In Iraq’s Shiite heartlands, many who once voted blindly along sectarian lines are now turning their ire against the Shiite-led governments they say have failed to repair crumbling infrastructure, provide jobs or end the violence.
The divisions within the community now risk splitting the Shiite vote in a May 12 election, which could complicate and delay the formation of a government, threaten gains against Daesh and let Iran meddle further in Iraq’s politics.
In the oil-rich southern province of Basra, 81-year-old retired teacher Mowafaq Abdul Ghani is disappointed with the performance of the Shiite leaders since Saddam fell in 2003.
“Look around. The streets are filthy, there are flies everywhere, potholes at every step. Twenty years ago Basra was terrible but it was better than this,” Abdul Ghani said.
In the holy city of Najaf, home to Imam Ali’s shrine and Iraq’s most revered Shiite cleric, Grand Ayatollah Ali Al Sistani, there was a similar feeling of disillusionment.
At midnight on April 13 when official campaigning began, hordes of party activists plastered campaign posters on every visible surface, in some cases covering pictures honouring those who died fighting Daesh.
“They took down the martyrs and replaced them with thieves,” said unemployed 29-year-old Abbas Saad.

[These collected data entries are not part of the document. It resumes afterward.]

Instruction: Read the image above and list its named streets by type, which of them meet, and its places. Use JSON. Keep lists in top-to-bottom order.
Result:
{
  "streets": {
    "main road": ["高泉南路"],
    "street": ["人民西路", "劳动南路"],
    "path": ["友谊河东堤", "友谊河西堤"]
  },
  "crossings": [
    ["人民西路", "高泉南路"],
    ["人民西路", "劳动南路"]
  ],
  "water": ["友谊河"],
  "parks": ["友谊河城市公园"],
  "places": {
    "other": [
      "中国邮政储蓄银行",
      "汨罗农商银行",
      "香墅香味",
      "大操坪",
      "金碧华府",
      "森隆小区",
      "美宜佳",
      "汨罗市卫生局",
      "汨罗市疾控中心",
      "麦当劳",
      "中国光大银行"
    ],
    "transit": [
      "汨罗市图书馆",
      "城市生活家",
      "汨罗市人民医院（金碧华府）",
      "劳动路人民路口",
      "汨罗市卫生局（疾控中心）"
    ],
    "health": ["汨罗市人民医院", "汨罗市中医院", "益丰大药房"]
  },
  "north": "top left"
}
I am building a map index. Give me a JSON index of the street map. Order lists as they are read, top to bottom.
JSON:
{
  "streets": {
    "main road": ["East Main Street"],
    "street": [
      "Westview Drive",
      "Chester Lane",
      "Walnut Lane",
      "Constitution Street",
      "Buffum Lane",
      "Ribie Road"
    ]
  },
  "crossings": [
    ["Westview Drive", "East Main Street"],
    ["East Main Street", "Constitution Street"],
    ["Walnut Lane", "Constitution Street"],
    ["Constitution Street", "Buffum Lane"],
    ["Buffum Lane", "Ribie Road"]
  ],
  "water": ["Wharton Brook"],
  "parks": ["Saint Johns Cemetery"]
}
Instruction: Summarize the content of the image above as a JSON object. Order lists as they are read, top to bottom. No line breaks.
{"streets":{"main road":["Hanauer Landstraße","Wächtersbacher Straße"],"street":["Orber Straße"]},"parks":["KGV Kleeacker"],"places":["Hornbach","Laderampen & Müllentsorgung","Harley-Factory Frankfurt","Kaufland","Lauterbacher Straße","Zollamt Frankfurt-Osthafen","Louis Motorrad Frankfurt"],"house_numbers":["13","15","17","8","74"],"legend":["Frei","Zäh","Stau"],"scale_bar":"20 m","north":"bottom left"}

Even Al Sistani seems unhappy with the performance of the politicians, issuing a fatwa recently implicitly calling on Shiites to vote for new blood.
Iran key power broker
Under the informal powersharing arrangement in place since Saddam’s fall, the prime minister has always come from the Shiite majority with a Kurdish president and a Sunni speaker.
In the past, while no party has won enough seats to govern alone, there has typically been one Shiite leader with enough support to shape a ruling coalition government.
This time there are three Shiite frontrunners: incumbent Haider Al Abadi who has promoted a more inclusive government, his overtly sectarian predecessor Nouri Al Maliki who failed to inspire unity and Hadi Al Amiri, a military commander close to Iran’s powerful Revolutionary Guards seen as a war hero by many.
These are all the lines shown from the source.